J’accélère le pas. Le vent glisse le long de mon visage. Je cours. Je cours…

Je n’en peux plus.

Il fait nuit.

Cette rue n’en finira jamais.

Je suis fatiguée.

Je monte dans le bus. Je m’assieds au fond dans un coin. Je sors le livre. Une arme dans la tête.

Commencé la veille. Refermé tard la veille. Plus que quelques pages. Il me faut le finir. Il me faut savoir la fin. Va-t-il s’en sortir ? Est-il simplement possible de s’en sortir ? « Pour la première fois, je cours pour aller vers quelqu’un. Pas pour fuir. » Je le ferme. Je ferme les yeux. Une once de joie dans cette noirceur. Les yeux embués. Je suis touchée.

Enrolé, drogué, alcoolisé, il a commis, dès ses 11 ans, des atrocités innommables.

Choquée. Six personnes autour de moi. Pourtant si seule. Si loin. Si vide mais si pleine. Si lourde mais si légère. Mon esprit ne peut oublier. Mon esprit ne peut divaguer. Je lève les yeux, le bus semble ne plus avancer… Tout semble lent. Il la fait. Qui ? Quoi ? Apollinaire ! Le viol ! La torture ! Il les a commis ! Je voulais qu’il sen sorte. Il était si jeune. Mais IL LES A FAITS ! Dans les livres d’histoire, dans les documentaires de mon grand-père, dans les bandes annonces choquantes sur YouTube… On les qualifie de « monstres». Plus ou moins « monstres ». Mais « MONSTRES » quand même. Jeunes ou vieux. Enrôleurs ou enrôlés. Blonds ou bruns. Yeux verts ou yeux bleus. Tous ont causé douleur, souffrance, perte, sang, larme. Tous ont perdu leur humanité. Ils sont devenus des MONSTRES. Certes, pas fantastiques, ni magiques mais apeurants, sanglants, terrorisants. Que sommes-nous censés dire d’un enfant qui a vidé quelqu’un de son sang ? Que sa victime a disparu? Nous a quittés ? Qu’elle est montée au ciel ? Ou même s’est endormie pour toujours? Qu’elle n’est plus parmi nous ? Et bien NON. Un enfant a TUÉ, TORTURÉ, VIOLÉ ! Sa victime est bel et bien morte ! Oui ! MORTE ! M-O-R-T-E!
Il essaie, il échoue, il rechute, il remonte, il semble s’en sortir même à la fin. Mais est-ce vraiment ce que j’aimerais ? Voudrais-je vraiment qu’il sen sorte ? Serait-ce moi le monstre ? Une sœur, une mère violée ? Un frère, un père égorgé ? Mais tout cela causé par un enfant, alors on est censé le pardonner ?

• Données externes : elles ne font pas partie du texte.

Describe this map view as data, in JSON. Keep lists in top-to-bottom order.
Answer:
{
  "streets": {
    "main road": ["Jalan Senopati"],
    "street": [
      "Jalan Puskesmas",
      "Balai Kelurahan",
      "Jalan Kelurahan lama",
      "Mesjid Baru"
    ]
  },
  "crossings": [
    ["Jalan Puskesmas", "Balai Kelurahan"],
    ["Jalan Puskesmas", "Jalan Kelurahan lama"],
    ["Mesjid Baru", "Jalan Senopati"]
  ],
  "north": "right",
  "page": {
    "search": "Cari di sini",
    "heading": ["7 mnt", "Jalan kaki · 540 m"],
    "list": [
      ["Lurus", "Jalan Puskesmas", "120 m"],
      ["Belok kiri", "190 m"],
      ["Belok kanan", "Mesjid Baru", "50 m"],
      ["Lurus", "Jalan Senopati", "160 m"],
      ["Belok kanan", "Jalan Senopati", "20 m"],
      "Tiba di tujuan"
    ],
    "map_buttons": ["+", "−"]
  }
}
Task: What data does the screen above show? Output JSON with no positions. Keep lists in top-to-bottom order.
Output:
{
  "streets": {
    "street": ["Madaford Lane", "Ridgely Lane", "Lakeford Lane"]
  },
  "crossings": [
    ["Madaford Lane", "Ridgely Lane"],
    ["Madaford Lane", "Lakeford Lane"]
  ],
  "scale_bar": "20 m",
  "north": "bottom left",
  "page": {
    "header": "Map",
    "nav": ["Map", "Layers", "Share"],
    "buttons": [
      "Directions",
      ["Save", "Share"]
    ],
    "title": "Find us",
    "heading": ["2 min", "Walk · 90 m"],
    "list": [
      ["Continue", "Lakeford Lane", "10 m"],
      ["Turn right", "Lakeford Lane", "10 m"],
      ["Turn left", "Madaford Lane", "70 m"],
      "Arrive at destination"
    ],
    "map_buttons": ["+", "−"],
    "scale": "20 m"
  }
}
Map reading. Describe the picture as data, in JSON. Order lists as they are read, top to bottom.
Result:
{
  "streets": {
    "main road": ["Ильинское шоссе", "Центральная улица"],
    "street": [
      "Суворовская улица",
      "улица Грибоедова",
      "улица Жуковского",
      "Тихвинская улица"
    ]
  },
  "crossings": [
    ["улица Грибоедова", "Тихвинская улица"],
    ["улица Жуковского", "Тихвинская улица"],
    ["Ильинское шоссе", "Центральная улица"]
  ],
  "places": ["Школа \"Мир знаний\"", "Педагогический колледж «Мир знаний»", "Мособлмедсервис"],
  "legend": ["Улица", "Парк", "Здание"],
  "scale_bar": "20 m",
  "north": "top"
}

Dès son plus jeune âge il a été enrôlé, entraîné, formé. Dès lors, il n’était plus un être vivant. Il était déjà mort, déjà perdu. C’est à ce moment-là qu’on aurait dû le pleurer.

Vous rêviez encore !
Je ne rêve pas, madame : je tente de mes souvenirs :« douloureuse… souffrance».
 Il cherche à mettre des mots sur ces pensées. Sur ces actions indicibles. Seul il n’arrivera à rien. Jaimerais pouvoir lui crier qu’il a tort. Qu’il ne va jamais s’en sortir. Qu’il est mort. Mais Apollinaire se découvre à travers les vers de cet autre Apollinaire. Il arrive dorénavant à mettre des mots sur ses émotions et même à se sentir vivant. Il lui faut lire ce recueil. Il lui faut « picorer ». Il lui faut se découvrir à travers un autre. Un miroir ? Est-ce lui ou un poète qui le guide ?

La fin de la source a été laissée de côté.